Microsoft’s resolve didn’t seem to impress Ben Shneiderman of University of Maryland at College Park, a longtime expert in human-computer interaction who received the CHI achievement award at the conference. “If a company is truly committed to usability, why is less than 1 percent of its employees devoted to this topic?” he asked at the luncheon. Mundie responded that in addition to the company’s 142 “usability engineers,” Microsoft also had “close to 2,000 people involved in work on the interface. I think it’s a mistake to suggest that usability should be separated from the basic design of the product.”
Shneiderman made a modest proposal that PC users get a nickel every time they’re confronted with a dialogue box they don’t understand and $1 every time the machine crashes. “There’s more time wasted on computers than on the highways,” he contends. He thinks there should be regular quality and performance reports for software and computer equipment, just as there are for the airlines. (Late out of Denver 30 percent of the time. Screen freezes when I attempt to copy into Word from IE 60 percent of the time, etc.).
WITH ANY LUCK, tool bars and dialogue boxes will soon be a thing of the past anyway. There was wide agreement at CHI 2001 that, in the not-too-distant future, “computing won’t be about the thing we call a computer anymore,” and that we’ll all be interacting with everyday devices that are, in essence, computerized. Indeed one group of whimsical researchers from the IBM Almaden Research Center offered their vision at the conference Design Expo, where they proposed to dispense with separate devices—the cell phone, the Palm Pilot—and instead “embed computing power in what we’re already wearing.” The e-mood ring that changes color to notify you of a new email message, the video display bracelet, the earrings that serve as your digital earpiece and the necklace you use for talking back. (No prototypes were available.)
A lot of discussion centered around ways in which the human-computer gap will start to disappear, both as computers become more humanized, and as our interaction with them becomes more direct and life-like (as with the Reachin technology). CHI 2001’s closing plenary speaker, Gregg Vanderheiden of the Trace Research Center in Madison, who focuses on improving usability for the disabled, told me: “I think we’ll eventually be able to do a complete brain-machine interface”—a tremendous boon to those whose motor skills, and inputting ability, are limited.

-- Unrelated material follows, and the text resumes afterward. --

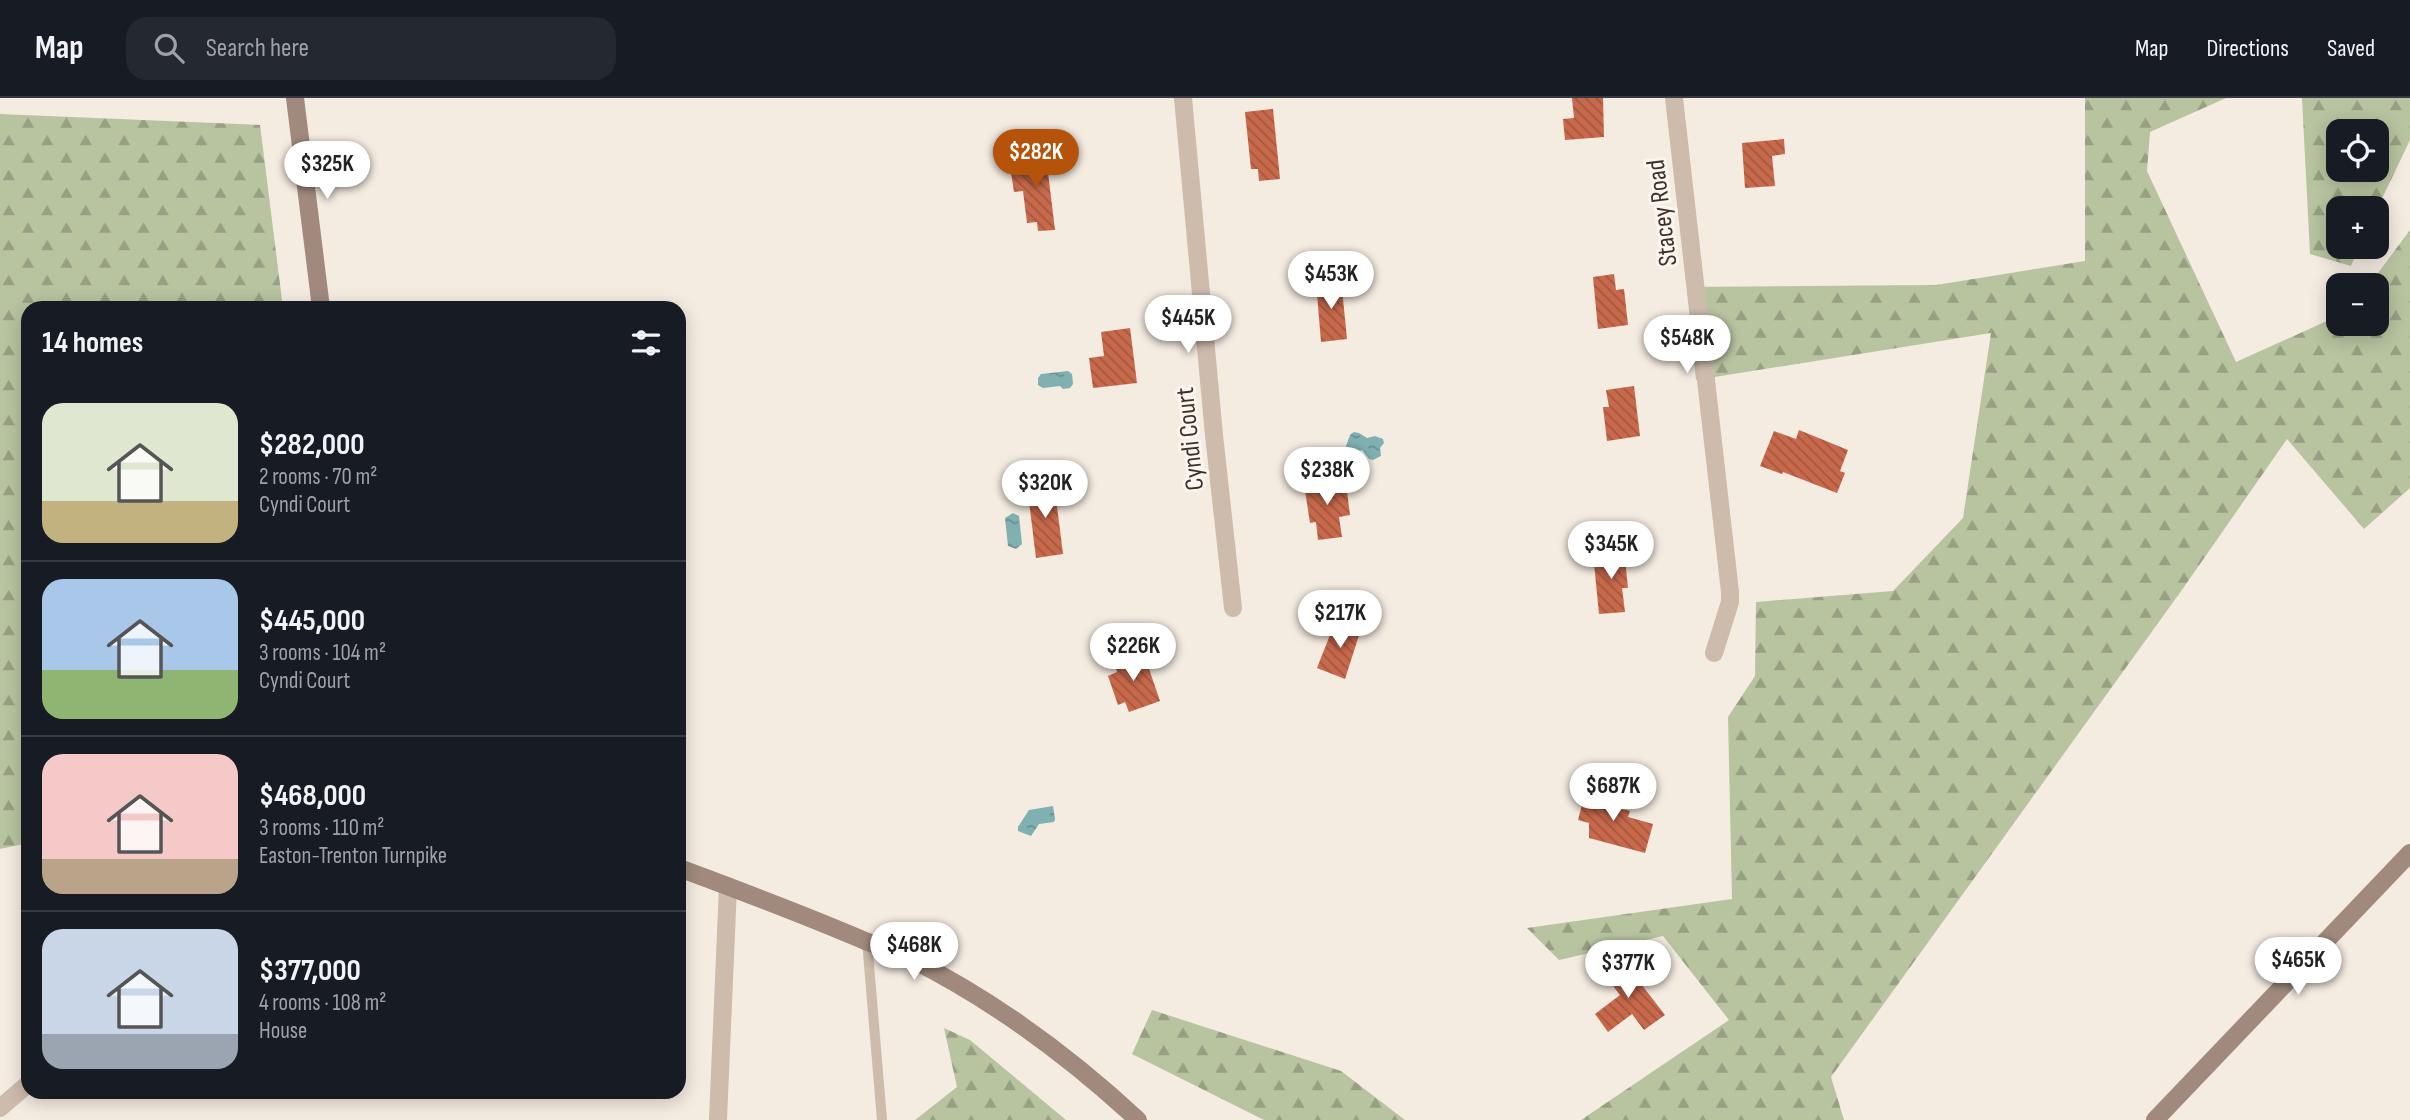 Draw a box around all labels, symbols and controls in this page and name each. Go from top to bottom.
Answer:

A researcher from the University of Tokyo envisioned a time when computers will “pay attention to non-verbal signals (prosody, gestures)” and the computer will likewise be able to give the impression of “really listening, really caring.” One of the conference’s academic stars, Gavriel Salvendy of Purdue University, told me he thinks we’ll eventually have our personal qualities embedded in a chip, and “the computer will come up with a mode of behavior most appropriate to me.”
For example, he said, “If I’m an extrovert neurotic, the most effective way for the computer to display will be as a stable introvert. It’s the same as the way we choose partners”—opposites attract. Hmmm. A stable introvert computer. Maybe that’s why I always had that inexplicable attraction to HAL.